Collected data entries:
______

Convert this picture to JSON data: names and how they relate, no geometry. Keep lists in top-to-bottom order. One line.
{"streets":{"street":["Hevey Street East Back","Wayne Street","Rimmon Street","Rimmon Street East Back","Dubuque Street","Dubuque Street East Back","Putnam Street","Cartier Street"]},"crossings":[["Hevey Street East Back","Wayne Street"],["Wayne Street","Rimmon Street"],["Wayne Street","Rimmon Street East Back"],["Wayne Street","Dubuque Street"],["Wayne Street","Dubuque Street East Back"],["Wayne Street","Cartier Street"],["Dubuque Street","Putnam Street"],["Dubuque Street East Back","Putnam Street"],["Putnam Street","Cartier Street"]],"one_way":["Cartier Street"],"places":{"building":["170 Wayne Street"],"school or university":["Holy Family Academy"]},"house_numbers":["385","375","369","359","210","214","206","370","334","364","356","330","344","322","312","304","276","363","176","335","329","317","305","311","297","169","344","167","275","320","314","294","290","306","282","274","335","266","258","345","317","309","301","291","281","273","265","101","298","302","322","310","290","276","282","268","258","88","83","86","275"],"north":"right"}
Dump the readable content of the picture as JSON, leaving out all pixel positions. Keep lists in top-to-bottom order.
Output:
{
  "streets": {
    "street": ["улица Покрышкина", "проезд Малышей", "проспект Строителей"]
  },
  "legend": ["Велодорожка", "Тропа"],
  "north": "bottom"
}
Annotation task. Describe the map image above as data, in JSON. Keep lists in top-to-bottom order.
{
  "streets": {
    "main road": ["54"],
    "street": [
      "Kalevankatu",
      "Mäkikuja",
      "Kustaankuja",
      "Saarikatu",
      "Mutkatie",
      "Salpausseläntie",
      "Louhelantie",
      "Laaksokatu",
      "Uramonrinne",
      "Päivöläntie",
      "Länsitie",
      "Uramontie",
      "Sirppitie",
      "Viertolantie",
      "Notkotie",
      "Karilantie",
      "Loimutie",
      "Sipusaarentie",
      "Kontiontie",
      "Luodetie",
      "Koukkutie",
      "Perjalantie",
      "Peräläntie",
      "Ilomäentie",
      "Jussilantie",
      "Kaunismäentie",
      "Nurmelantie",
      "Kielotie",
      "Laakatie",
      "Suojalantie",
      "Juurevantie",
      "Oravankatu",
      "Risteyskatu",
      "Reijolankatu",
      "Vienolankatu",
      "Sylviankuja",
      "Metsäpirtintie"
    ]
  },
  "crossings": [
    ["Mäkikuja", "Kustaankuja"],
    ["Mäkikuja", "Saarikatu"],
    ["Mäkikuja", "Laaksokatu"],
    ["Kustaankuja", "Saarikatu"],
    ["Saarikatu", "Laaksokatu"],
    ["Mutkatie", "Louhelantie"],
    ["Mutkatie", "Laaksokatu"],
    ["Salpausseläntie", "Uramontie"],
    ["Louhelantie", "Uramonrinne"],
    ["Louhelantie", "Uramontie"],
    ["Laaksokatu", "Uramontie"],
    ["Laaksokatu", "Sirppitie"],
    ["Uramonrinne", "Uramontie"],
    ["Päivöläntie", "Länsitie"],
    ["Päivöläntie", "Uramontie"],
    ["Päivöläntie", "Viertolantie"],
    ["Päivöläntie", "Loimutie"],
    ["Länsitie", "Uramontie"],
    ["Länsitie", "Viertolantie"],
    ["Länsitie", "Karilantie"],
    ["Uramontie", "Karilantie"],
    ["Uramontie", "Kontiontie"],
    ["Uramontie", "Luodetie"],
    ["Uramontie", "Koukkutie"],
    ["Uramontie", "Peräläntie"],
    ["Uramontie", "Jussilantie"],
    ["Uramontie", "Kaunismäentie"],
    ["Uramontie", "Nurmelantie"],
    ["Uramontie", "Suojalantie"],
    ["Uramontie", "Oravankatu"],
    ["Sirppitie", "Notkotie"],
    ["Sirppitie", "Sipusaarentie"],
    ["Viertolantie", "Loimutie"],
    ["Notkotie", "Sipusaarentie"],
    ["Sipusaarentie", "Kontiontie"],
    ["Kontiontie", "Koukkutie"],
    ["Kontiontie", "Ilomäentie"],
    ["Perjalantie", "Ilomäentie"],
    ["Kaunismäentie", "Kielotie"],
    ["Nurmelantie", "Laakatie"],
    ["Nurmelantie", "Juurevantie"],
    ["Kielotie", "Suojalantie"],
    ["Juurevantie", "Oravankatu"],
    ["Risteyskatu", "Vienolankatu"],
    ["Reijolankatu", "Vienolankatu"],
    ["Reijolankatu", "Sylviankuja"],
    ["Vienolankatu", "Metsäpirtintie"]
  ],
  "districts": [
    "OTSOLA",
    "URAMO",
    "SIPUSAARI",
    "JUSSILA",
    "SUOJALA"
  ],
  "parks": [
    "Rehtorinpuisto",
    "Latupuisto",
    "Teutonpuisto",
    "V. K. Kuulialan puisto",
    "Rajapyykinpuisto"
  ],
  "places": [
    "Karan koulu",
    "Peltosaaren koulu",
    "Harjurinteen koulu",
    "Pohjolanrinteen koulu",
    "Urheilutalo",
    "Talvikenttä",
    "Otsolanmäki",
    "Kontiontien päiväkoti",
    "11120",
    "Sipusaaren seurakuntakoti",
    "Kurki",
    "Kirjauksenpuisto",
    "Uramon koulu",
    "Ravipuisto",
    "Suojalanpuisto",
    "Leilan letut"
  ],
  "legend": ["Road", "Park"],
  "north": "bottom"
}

______

Make an exact copy of every line in the data.

> **Result of the task**
Convert this picture to JSON data: names and how they relate, no geometry. Keep lists in top-to-bottom order. One line.
{"streets":{"street":["Hevey Street East Back","Wayne Street","Rimmon Street","Rimmon Street East Back","Dubuque Street","Dubuque Street East Back","Putnam Street","Cartier Street"]},"crossings":[["Hevey Street East Back","Wayne Street"],["Wayne Street","Rimmon Street"],["Wayne Street","Rimmon Street East Back"],["Wayne Street","Dubuque Street"],["Wayne Street","Dubuque Street East Back"],["Wayne Street","Cartier Street"],["Dubuque Street","Putnam Street"],["Dubuque Street East Back","Putnam Street"],["Putnam Street","Cartier Street"]],"one_way":["Cartier Street"],"places":{"building":["170 Wayne Street"],"school or university":["Holy Family Academy"]},"house_numbers":["385","375","369","359","210","214","206","370","334","364","356","330","344","322","312","304","276","363","176","335","329","317","305","311","297","169","344","167","275","320","314","294","290","306","282","274","335","266","258","345","317","309","301","291","281","273","265","101","298","302","322","310","290","276","282","268","258","88","83","86","275"],"north":"right"}
Dump the readable content of the picture as JSON, leaving out all pixel positions. Keep lists in top-to-bottom order.
Output:
{
  "streets": {
    "street": ["улица Покрышкина", "проезд Малышей", "проспект Строителей"]
  },
  "legend": ["Велодорожка", "Тропа"],
  "north": "bottom"
}
Annotation task. Describe the map image above as data, in JSON. Keep lists in top-to-bottom order.
{
  "streets": {
    "main road": ["54"],
    "street": [
      "Kalevankatu",
      "Mäkikuja",
      "Kustaankuja",
      "Saarikatu",
      "Mutkatie",
      "Salpausseläntie",
      "Louhelantie",
      "Laaksokatu",
      "Uramonrinne",
      "Päivöläntie",
      "Länsitie",
      "Uramontie",
      "Sirppitie",
      "Viertolantie",
      "Notkotie",
      "Karilantie",
      "Loimutie",
      "Sipusaarentie",
      "Kontiontie",
      "Luodetie",
      "Koukkutie",
      "Perjalantie",
      "Peräläntie",
      "Ilomäentie",
      "Jussilantie",
      "Kaunismäentie",
      "Nurmelantie",
      "Kielotie",
      "Laakatie",
      "Suojalantie",
      "Juurevantie",
      "Oravankatu",
      "Risteyskatu",
      "Reijolankatu",
      "Vienolankatu",
      "Sylviankuja",
      "Metsäpirtintie"
    ]
  },
  "crossings": [
    ["Mäkikuja", "Kustaankuja"],
    ["Mäkikuja", "Saarikatu"],
    ["Mäkikuja", "Laaksokatu"],
    ["Kustaankuja", "Saarikatu"],
    ["Saarikatu", "Laaksokatu"],
    ["Mutkatie", "Louhelantie"],
    ["Mutkatie", "Laaksokatu"],
    ["Salpausseläntie", "Uramontie"],
    ["Louhelantie", "Uramonrinne"],
    ["Louhelantie", "Uramontie"],
    ["Laaksokatu", "Uramontie"],
    ["Laaksokatu", "Sirppitie"],
    ["Uramonrinne", "Uramontie"],
    ["Päivöläntie", "Länsitie"],
    ["Päivöläntie", "Uramontie"],
    ["Päivöläntie", "Viertolantie"],
    ["Päivöläntie", "Loimutie"],
    ["Länsitie", "Uramontie"],
    ["Länsitie", "Viertolantie"],
    ["Länsitie", "Karilantie"],
    ["Uramontie", "Karilantie"],
    ["Uramontie", "Kontiontie"],
    ["Uramontie", "Luodetie"],
    ["Uramontie", "Koukkutie"],
    ["Uramontie", "Peräläntie"],
    ["Uramontie", "Jussilantie"],
    ["Uramontie", "Kaunismäentie"],
    ["Uramontie", "Nurmelantie"],
    ["Uramontie", "Suojalantie"],
    ["Uramontie", "Oravankatu"],
    ["Sirppitie", "Notkotie"],
    ["Sirppitie", "Sipusaarentie"],
    ["Viertolantie", "Loimutie"],
    ["Notkotie", "Sipusaarentie"],
    ["Sipusaarentie", "Kontiontie"],
    ["Kontiontie", "Koukkutie"],
    ["Kontiontie", "Ilomäentie"],
    ["Perjalantie", "Ilomäentie"],
    ["Kaunismäentie", "Kielotie"],
    ["Nurmelantie", "Laakatie"],
    ["Nurmelantie", "Juurevantie"],
    ["Kielotie", "Suojalantie"],
    ["Juurevantie", "Oravankatu"],
    ["Risteyskatu", "Vienolankatu"],
    ["Reijolankatu", "Vienolankatu"],
    ["Reijolankatu", "Sylviankuja"],
    ["Vienolankatu", "Metsäpirtintie"]
  ],
  "districts": [
    "OTSOLA",
    "URAMO",
    "SIPUSAARI",
    "JUSSILA",
    "SUOJALA"
  ],
  "parks": [
    "Rehtorinpuisto",
    "Latupuisto",
    "Teutonpuisto",
    "V. K. Kuulialan puisto",
    "Rajapyykinpuisto"
  ],
  "places": [
    "Karan koulu",
    "Peltosaaren koulu",
    "Harjurinteen koulu",
    "Pohjolanrinteen koulu",
    "Urheilutalo",
    "Talvikenttä",
    "Otsolanmäki",
    "Kontiontien päiväkoti",
    "11120",
    "Sipusaaren seurakuntakoti",
    "Kurki",
    "Kirjauksenpuisto",
    "Uramon koulu",
    "Ravipuisto",
    "Suojalanpuisto",
    "Leilan letut"
  ],
  "legend": ["Road", "Park"],
  "north": "bottom"
}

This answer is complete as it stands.